In a highly emotional letter, a prominent “lady guardian of the soldier” at Colombia’s military hospital, celebrated how she has received not one soldier injured in combat in 2017, effectively converting her hospital into a “peace hospital.”
Sandra Ines Henao is the wife of General Javier Florez, a former peace negotiator on behalf of the military. At the military hospital, she is a one of many so-called “Women Guardians of the Soldier,” a group of military officials’ wives who visits and accompany injured soldiers, hoping to give moral support to the soldiers who often were left mutilated by the war.
Henao expressed her feelings of joy, relief and optimism in a letter published in newspaper El Tiempo on Sunday.
Florez’ wife over the past 18 years has attended thousands of injured and dying soldiers. Until now, she said in the letter.
“My military hospital was the hospital of war, of pain, of struggle,” but also one “of miracles,” Henao said in a letter published in newspaper El Tiempo.
Every week, when I left my visit as a lady guardian, I told my family I wouldn’t be able to get up the next morning and that someone needs to invent a painkiller for the soul.
Sandra Ines Henao
“Had anyone told me three years ago that combat injuries would stop arriving at the military hospital one day, I would’ve said, ‘yeah sure, sure, sure,” Henao said.
I cried in silence and only at home because my husband was at war and my children were living a life of magic I invented for them so they could grow up normally in the midst of war that was killing us all, one by one.
Sandra Ines Henao
However, that’s exactly what happened.
While 37 maimed and sometimes dying soldiers entered the hospital in 2016, this has been reduced to literally zero, hospital director General Luis Eduardo Perez told staff, according to the Henao.

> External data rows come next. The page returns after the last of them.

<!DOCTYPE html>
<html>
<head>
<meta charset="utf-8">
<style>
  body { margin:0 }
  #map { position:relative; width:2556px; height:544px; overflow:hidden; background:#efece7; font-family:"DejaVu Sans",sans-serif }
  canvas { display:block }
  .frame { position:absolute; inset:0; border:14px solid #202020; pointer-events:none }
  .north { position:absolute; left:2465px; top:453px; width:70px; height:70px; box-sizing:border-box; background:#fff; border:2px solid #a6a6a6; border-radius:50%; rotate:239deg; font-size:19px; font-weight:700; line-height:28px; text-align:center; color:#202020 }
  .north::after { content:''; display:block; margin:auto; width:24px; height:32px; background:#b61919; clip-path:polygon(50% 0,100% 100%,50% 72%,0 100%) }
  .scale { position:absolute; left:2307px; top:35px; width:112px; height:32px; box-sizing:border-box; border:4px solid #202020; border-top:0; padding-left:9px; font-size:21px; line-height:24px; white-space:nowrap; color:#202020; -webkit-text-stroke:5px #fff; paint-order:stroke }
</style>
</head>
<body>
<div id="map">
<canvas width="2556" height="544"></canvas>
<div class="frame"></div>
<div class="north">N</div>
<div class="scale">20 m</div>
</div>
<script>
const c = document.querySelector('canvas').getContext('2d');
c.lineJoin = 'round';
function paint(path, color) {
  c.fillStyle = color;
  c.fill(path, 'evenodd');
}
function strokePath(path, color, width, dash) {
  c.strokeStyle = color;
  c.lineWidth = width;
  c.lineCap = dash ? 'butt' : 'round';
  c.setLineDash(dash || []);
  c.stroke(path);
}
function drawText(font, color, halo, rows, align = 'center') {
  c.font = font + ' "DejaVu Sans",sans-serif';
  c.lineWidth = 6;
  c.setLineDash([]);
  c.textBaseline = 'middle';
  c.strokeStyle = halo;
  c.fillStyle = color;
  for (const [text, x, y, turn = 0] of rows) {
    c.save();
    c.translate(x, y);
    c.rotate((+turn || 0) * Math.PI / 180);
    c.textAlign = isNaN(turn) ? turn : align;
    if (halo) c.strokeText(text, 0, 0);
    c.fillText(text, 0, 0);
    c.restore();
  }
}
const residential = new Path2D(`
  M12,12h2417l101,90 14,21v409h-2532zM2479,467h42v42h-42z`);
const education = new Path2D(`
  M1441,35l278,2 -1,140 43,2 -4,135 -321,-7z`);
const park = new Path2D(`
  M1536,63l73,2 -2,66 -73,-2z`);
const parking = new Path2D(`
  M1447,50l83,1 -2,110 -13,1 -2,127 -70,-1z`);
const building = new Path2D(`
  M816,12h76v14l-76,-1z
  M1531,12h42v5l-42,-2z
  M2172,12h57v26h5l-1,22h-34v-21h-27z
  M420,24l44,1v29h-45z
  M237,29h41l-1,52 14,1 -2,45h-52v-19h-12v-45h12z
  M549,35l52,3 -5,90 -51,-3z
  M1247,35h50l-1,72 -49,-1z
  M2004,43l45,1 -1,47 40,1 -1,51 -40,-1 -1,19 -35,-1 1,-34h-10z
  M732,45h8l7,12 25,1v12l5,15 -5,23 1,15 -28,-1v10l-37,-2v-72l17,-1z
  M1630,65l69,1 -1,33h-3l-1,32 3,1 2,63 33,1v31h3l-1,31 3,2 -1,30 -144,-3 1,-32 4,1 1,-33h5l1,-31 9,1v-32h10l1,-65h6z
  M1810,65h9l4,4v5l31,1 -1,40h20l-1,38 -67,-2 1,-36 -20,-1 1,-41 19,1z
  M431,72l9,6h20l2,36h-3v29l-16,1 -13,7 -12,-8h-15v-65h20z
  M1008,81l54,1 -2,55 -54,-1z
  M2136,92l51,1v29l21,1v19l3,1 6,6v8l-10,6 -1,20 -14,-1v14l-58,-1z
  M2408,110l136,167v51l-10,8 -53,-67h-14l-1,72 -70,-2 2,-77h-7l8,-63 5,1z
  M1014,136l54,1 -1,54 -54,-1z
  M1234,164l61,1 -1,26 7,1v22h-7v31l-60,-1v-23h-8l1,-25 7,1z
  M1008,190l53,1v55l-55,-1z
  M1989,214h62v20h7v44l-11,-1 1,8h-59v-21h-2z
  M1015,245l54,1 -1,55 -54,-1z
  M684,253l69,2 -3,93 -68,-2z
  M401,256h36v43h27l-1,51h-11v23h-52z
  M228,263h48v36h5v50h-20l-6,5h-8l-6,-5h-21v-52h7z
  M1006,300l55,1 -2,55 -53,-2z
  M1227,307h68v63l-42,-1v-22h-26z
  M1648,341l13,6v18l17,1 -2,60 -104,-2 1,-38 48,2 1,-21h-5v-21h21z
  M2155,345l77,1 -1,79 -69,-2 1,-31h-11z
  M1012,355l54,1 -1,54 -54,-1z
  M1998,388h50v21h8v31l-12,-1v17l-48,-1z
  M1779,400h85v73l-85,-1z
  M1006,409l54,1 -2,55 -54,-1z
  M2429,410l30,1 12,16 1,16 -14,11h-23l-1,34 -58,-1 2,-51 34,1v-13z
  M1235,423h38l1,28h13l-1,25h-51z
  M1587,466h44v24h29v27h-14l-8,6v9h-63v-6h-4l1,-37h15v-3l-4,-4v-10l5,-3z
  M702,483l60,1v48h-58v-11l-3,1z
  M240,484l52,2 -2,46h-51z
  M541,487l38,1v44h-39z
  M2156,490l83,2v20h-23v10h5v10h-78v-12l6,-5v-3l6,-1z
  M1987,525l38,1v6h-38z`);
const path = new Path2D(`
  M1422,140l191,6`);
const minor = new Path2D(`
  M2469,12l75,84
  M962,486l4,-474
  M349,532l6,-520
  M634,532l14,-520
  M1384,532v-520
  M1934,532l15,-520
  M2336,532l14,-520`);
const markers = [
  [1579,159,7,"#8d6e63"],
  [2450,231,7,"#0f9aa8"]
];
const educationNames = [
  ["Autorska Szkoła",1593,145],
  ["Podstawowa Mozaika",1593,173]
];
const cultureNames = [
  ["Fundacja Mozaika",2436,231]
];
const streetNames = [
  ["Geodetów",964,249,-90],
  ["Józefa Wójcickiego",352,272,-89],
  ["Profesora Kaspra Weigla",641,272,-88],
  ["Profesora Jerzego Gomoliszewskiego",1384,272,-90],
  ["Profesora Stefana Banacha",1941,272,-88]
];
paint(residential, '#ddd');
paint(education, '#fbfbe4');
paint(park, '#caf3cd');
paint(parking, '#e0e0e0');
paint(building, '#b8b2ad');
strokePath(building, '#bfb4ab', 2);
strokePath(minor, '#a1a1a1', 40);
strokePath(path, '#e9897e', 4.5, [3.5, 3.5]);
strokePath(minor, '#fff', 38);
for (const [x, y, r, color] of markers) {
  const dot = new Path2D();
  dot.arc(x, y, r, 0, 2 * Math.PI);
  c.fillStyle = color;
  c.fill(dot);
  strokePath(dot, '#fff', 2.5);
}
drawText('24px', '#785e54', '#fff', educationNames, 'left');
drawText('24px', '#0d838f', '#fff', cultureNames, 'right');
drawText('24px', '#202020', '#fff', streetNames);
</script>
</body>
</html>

“None! None! My god, I cried. I continued listening and he said he wants the hospital to become the best university hospital, to teach all we have learned, all our experience with the war, and convert this into lessons for peace. My god, I cried.”
Sandra Ines Henao
“Now I no longer have to console those who are mutilated. No more brave mothers receiving their children in pieces,” the general’s wife said in an extremely emotional express of relief.
On Wednesday, the day of her weekly visit, “I am going to do my round at my beloved ‘Hospic.’ I am going to sit down and breathe the peace. Finally.”
According to Henao, over the years she worked in the hospital she had considered herself an adopted mother of 15,000 soldiers whose limbs had been ripped to shreds by landmines are bullets, and of “many traumatized victims because the soul is also amputated.”
I have been in the war for so long I have never been able to enjoy peace. I don’t know how to live in peace! I am going to enjoy, for the first time in my life, a normal day at the hospital.
Sandra Ines Henao
“My children will grow up in a country at peace,” Henao said in an expression of optimism about the future rarely seen among those not directly affected by the war.
Tomorrow I don’t want to worry any more about war. I want to worry about the normal things in life. Living, dreaming, the daily challenges, public transport, the climate, politics. This is the beginning of my new life.
Sandra Ines Henao
While the Colombian military continues to suffer losses in the armed conflict with the ELN guerrilla group and a number of paramilitary groups, Henao implied the military hospital is close to becoming obsolete as the central hospital for military victims of Colombia’s 53-year-long armed conflict.
With the signing of the peace accords and the important reduction of received injuries of war at the Central Military Hospital, the opportunity presents itself for a new priorities for the institution, aimed at improving the situation of war veterans and, moreover, broaden the lines of investigation and strengthen the institution as a University Hospital.